Variety describes the movie as a light, sparkling musical with all the typical qualities of the genre, creating a vibrant spectacle. Director Robert Z. Leonard is praised for keeping the film's pace dynamic and avoiding heavy moments, ensuring the story remains escapist. The choreography by Nick Castle is also highlighted for adding visual value to the production.

The St. Petersburg Times lauds Nancy Goes to Rio, noting its "cheerful songs, harmonious costumes, abundant laughter, and beautiful landscapes," making it a "thoroughly enjoyable" movie. However, the review mentions that the use of Technicolor did not flatter Ann Sothern, making her appear older, nor did it suit Carmen Miranda, who lost some of her charm. On the other hand, Technicolor was beneficial for Louis Calhern, who was older, and Jane Powell, who looked great on screen.

Dave Kehr of the Chicago Reader considers Nancy Goes to Rio an interesting idea for an MGM musical, with the dynamic of a mother and daughter team of prospectors, but he points out that Robert Z. Leonard’s direction leaves the film lacking in charm. He mentions the cast, which includes Ann Sothern, Jane Powell, Barry Sullivan, Carmen Miranda (whose career was winding down), and Louis Calhern.

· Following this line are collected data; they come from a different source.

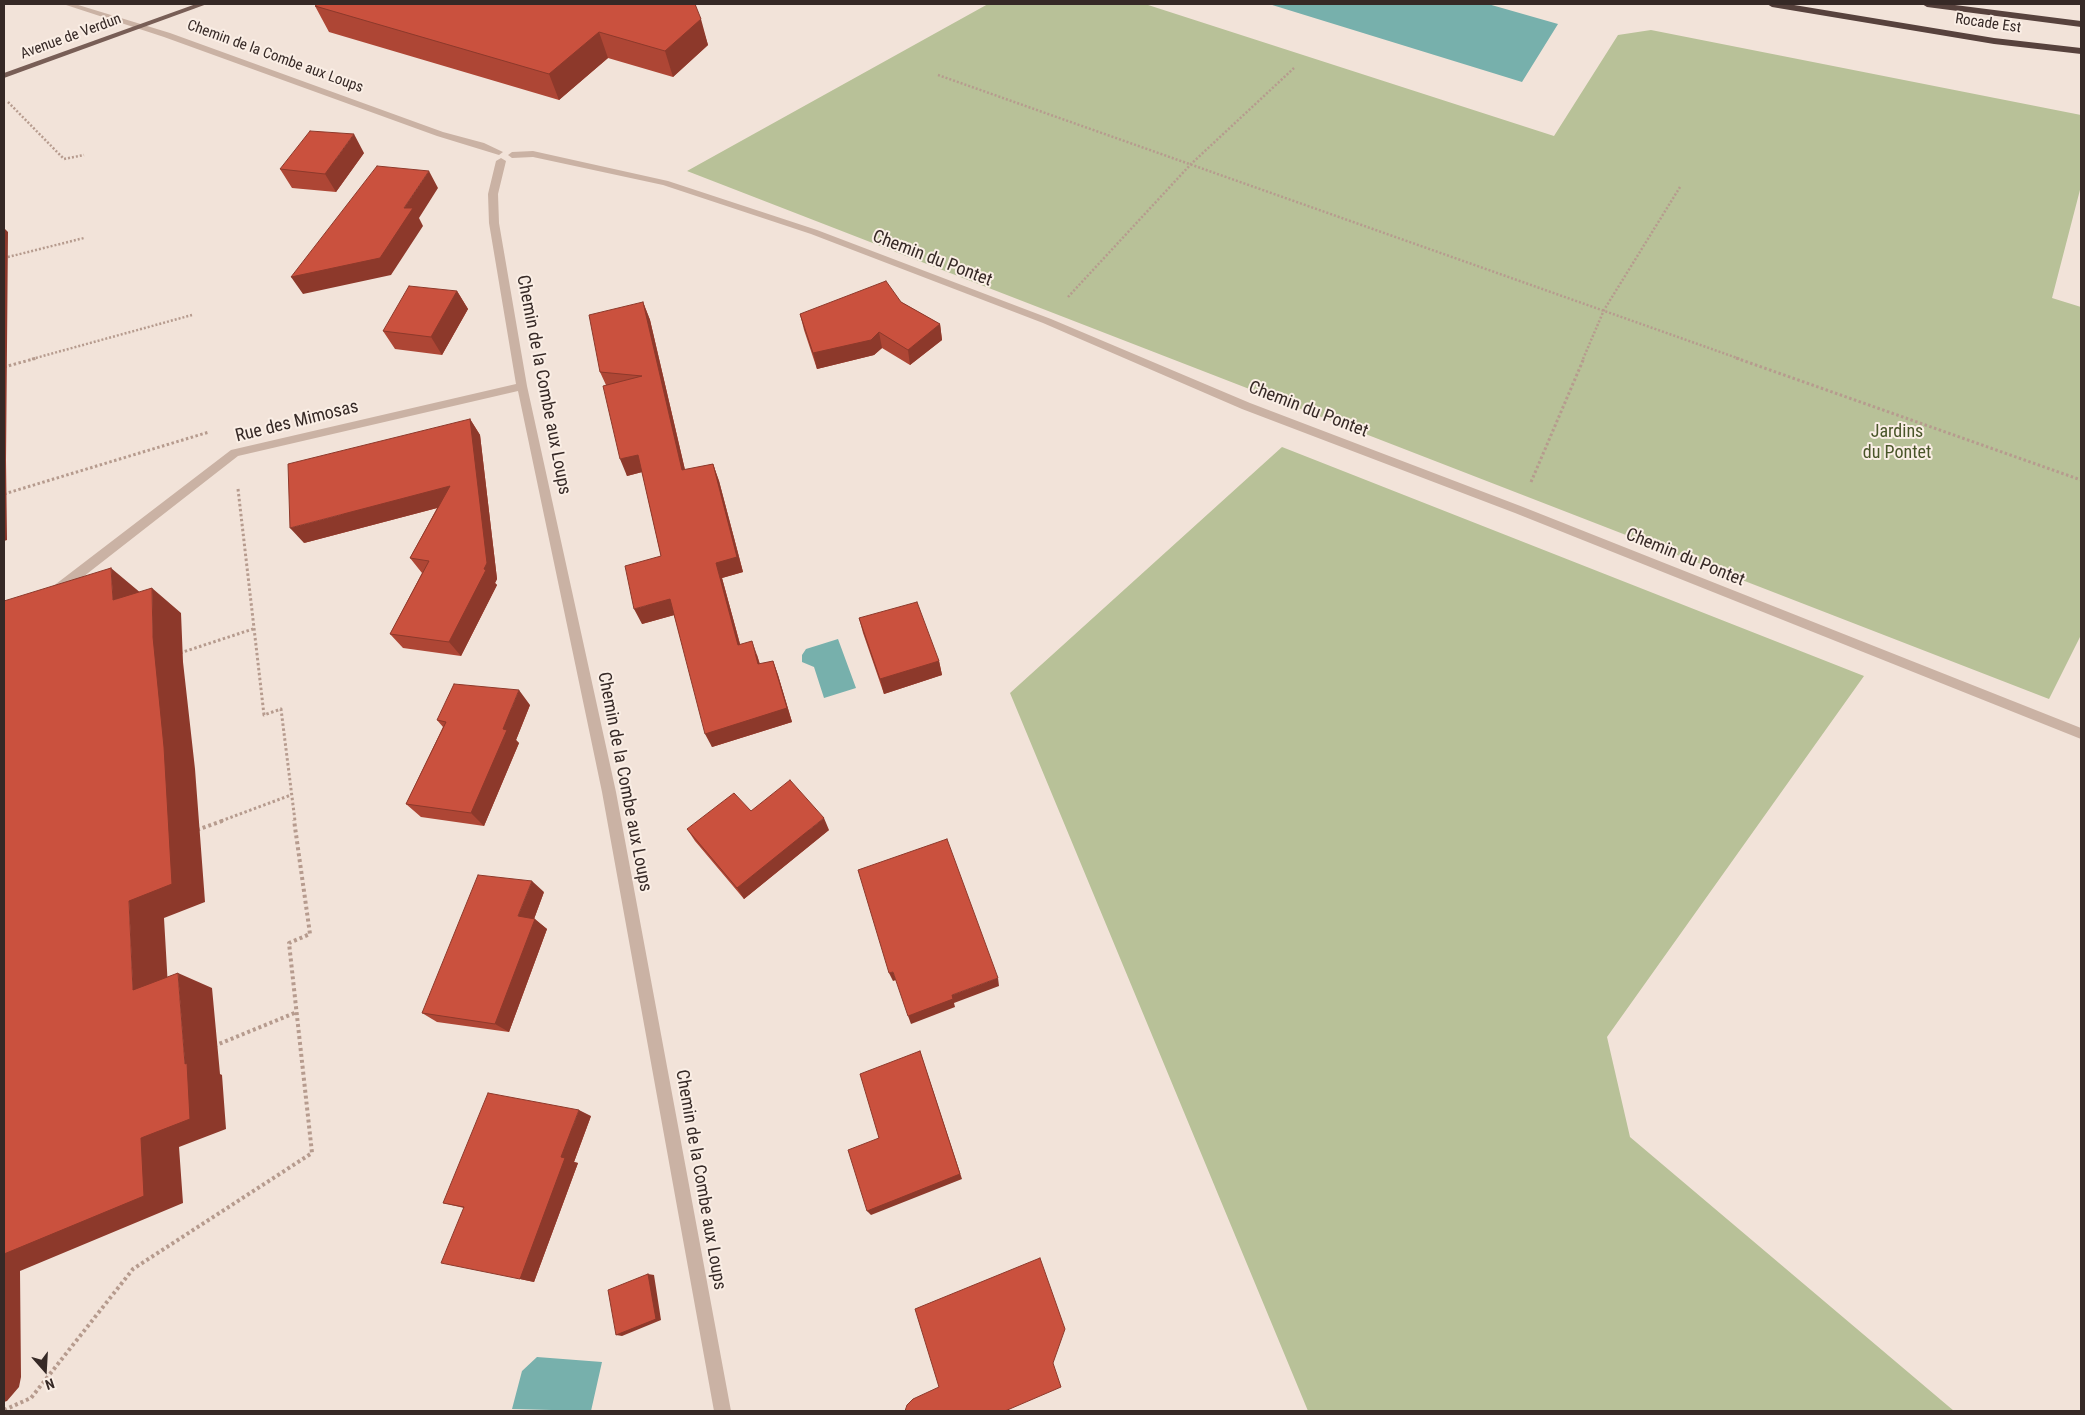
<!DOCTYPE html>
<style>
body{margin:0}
#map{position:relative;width:2085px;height:1415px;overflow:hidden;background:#f2e3d9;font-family:"Roboto Condensed",sans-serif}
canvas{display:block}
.frame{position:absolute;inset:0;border:5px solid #362926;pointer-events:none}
.north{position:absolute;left:20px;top:1345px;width:50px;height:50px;-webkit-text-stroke:4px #faeee5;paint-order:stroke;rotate:161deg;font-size:14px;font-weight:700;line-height:20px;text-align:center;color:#362926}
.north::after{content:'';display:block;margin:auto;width:18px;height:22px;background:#362926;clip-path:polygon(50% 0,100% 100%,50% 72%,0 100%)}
</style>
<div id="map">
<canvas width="2085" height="1415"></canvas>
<div class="frame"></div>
<div class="north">N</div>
</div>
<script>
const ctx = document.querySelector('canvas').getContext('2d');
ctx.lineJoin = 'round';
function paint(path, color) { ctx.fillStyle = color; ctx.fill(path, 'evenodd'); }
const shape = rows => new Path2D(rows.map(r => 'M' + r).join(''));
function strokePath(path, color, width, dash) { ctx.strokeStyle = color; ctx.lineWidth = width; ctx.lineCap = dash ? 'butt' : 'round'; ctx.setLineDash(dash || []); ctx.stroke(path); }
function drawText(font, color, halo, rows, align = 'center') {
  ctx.font = font + ' "Roboto Condensed",sans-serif'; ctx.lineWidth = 4; ctx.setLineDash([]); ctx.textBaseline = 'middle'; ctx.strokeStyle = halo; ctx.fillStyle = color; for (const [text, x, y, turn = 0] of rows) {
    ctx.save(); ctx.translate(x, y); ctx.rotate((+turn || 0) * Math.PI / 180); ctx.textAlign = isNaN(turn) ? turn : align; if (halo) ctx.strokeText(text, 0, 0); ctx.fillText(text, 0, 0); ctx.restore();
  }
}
const green = shape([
 [988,4,1145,4,1554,136,1618,35,1651,30,2081,115,2081,186,2052,298,2081,307,2081,635,2049,699,687,171],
 [1282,447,1864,676,1607,1037,1630,1137,1954,1411,1308,1411,1010,693]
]);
const water = shape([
 [1269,4,1488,4,1558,24,1522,82],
 [838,639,856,688,824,698,814,667,802,662,802,655,806,649],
 [537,1357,602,1362,591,1411,512,1409,522,1371]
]);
const pathFar2 = shape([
 [938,75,1740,359],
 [8,102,64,159,84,155],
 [4,258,84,238],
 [1068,297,1191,164,1294,68],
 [32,359,192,315],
 [1583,359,1604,310,1680,187]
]);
const pathFar1 = shape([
 [1736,358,2081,480],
 [4,367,37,358],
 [1531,482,1584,358],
 [238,489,264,715,281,709,295,821],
 [4,494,209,432],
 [180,653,253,629],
 [221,821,291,795]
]);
const path = shape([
 [197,830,225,820],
 [214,1046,297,1012],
 [4,1410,31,1398,133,1269,312,1153,289,943,310,934,294,820]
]);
const minor = shape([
 [63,4,75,4,170,33,443,132,484,143,503,152,499,155,437,136,164,37,63,4],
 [533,151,668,181,817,230,1051,319,1250,403,1523,507,2081,728,2081,739,1515,513,1242,409,1043,323,811,234,663,185,533,157,512,158,508,155,512,152,533,151],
 [501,158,506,161,498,194,499,223,527,386,616,792,731,1411,714,1411,602,792,518,391,238,456,65,591,56,595,52,593,50,590,52,587,231,450,516,384,489,223,488,194,496,161,501,158]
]);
const major = shape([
 [196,4,207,4,4,78,4,73,196,4]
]);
const highway = shape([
 [1767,4,1788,4,1994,38,2081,48,2081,54,1994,44,1772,7,1767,4],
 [1922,4,1947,4,2081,21,2081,27,1927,7,1922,4]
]);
const wall = shape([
 [695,4,708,45,673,77,608,58,559,100,329,32,315,6],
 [364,153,336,192,292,188,280,169],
 [457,291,468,309,442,355,395,349,383,331],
 [643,302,650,320,685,470,713,464,719,481,743,572,722,578,740,644,757,655,760,664,773,661,778,675,792,722,712,747,674,615,642,624,661,556,642,472,627,476,606,385,600,372],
 [901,302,940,324,942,340,910,365,882,348,874,355,817,369,804,330,800,314],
 [470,419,480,435,497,579,495,583,497,585,461,656,403,648,390,634,422,573,410,558,437,508,304,543],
 [859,618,939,661,942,675,884,694,863,633],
 [530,705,516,740,519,743,484,826,421,817,406,804,443,727,437,720],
 [687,829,829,830,744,899,695,841],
 [544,892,534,919,547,929,509,1032,437,1022,422,1013],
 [591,1116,574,1162,578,1163,534,1282,520,1279,464,1208,443,1203]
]);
const shadedWall = shape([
 [701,19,708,45,673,77,665,51],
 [599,32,608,58,559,100,549,74],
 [354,134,364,153,336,192,325,174],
 [429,171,438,188,419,218,423,226,391,275,303,294,291,277,404,208],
 [4,228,8,232,6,460,7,540,4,541],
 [457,291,468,309,442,355,431,337],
 [643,302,650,320,689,487,682,470],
 [940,324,942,340,910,365,908,350],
 [879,332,882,348,874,355,817,369,813,353],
 [470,419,480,435,497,579,495,583,497,585,461,656,449,642,484,569],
 [638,455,646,471,627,476,620,459],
 [713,464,719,481,743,572,722,578,744,659,738,645,716,563],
 [450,486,460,502,304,543,290,528],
 [111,568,142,594,113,600],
 [152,588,181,613,183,662,195,769,205,902,164,918,169,1005,133,990,129,901,153,637],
 [670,599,678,614,642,624,634,609],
 [752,641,757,655,764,679,758,664],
 [773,661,778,675,792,722,712,747,705,734],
 [939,661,942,675,884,694,880,679],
 [519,690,530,705,516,740,519,743,484,826,471,813,503,729],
 [824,818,829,830,744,899,737,888],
 [532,881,544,892,531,927,518,916],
 [535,919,547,929,509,1032,495,1024],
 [893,972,896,980,893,981,889,973],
 [178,973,212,988,220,1074,222,1075,226,1129,179,1147,183,1203,20,1271,21,1377,19,1387,7,1401,4,1402,4,1254,141,1138,185,1064],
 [998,978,999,986,954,1003,955,1007,911,1024,908,1016,952,995],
 [920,1051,962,1179,871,1215,867,1211],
 [579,1110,591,1116,574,1162,578,1163,534,1282,520,1279,561,1157],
 [648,1274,654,1275,661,1320,622,1336,616,1335]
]);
const building = shape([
 [318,4,695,4,701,19,665,51,599,32,549,74,315,6,318,4],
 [310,131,354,134,325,174,280,169,310,131],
 [377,166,429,171,404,208,413,208,380,258,291,277,377,166],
 [886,281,901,302,940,324,908,350,879,332,871,340,813,353,800,314,886,281],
 [409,286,457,291,431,337,383,331,409,286],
 [643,302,682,470,713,464,737,557,716,563,738,645,752,641,758,664,773,661,787,708,705,734,670,599,634,609,625,566,661,556,638,455,620,459,603,386,642,376,600,372,589,315,643,302],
 [470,419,487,563,484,569,486,570,449,642,390,634,429,561,410,558,450,486,290,528,288,464,470,419],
 [111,568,113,600,152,588,153,637,164,747,172,884,129,901,133,990,178,973,185,1064,187,1063,190,1119,141,1138,144,1196,4,1254,4,601,111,568],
 [917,602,939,661,880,679,859,618,917,602],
 [454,684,519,690,503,729,507,730,471,813,406,804,446,722,437,720,454,684],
 [790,780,824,818,737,888,687,829,734,793,751,811,790,780],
 [947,839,998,978,952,995,953,999,908,1016,893,972,889,973,858,870,947,839],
 [478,875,532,881,518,916,535,919,495,1024,422,1013,478,875],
 [920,1051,960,1174,867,1211,848,1150,879,1138,860,1074,920,1051],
 [488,1093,579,1110,561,1157,565,1158,520,1279,441,1263,464,1207,443,1203,488,1093],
 [1040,1258,1065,1329,1053,1363,1061,1387,1005,1411,905,1411,907,1405,913,1399,939,1387,915,1309,1040,1258],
 [648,1274,656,1319,616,1335,608,1290,648,1274]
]);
const farStreetnames = [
 ["Rocade Est",1988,24,8],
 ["Avenue de Verdun",71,37,-20],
 ["Chemin de la Combe aux Loups",275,57,20]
];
const streetNames = [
 ["Chemin du Pontet",932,259,21],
 ["Chemin de la Combe aux Loups",543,385,79],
 ["Chemin du Pontet",1308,410,21],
 ["Rue des Mimosas",297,422,-14],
 ["Chemin du Pontet",1685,558,22],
 ["Chemin de la Combe aux Loups",624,782,79],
 ["Chemin de la Combe aux Loups",700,1180,80]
];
const parkNames = [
 ["Jardins",1897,432],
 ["du Pontet",1897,453]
];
paint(green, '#b8c198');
paint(water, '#77b0ac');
strokePath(pathFar2, '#b69b8e', 2.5, [2, 2]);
strokePath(pathFar1, '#b69b8e', 3, [2.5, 2.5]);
strokePath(path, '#b69b8e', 4, [3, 3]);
paint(minor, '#cab2a4');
paint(major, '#785e56');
paint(highway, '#57423d');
paint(wall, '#ae4635');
paint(shadedWall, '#8d392b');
paint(building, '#ca513e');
strokePath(building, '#8d392b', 1);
drawText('15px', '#362926', '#faeee5', farStreetnames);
drawText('18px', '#362926', '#faeee5', streetNames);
drawText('18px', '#495529', '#faeee5', parkNames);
</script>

Kehr also notes that the screenplay by Sidney Sheldon is responsible for the film, which he compares to The Other Side of Midnight (1950), suggesting that it lacks impact.

==Home media==
The film was released on DVD along with Two Weeks with Love as part of the Classic Musicals from the Dream Factory, Vol. 3. The set also included several other Powell films, such as Hit the Deck and Deep in My Heart. This DVD was re-released on November 28, 2017 under the Warner Archive Collection on DVD.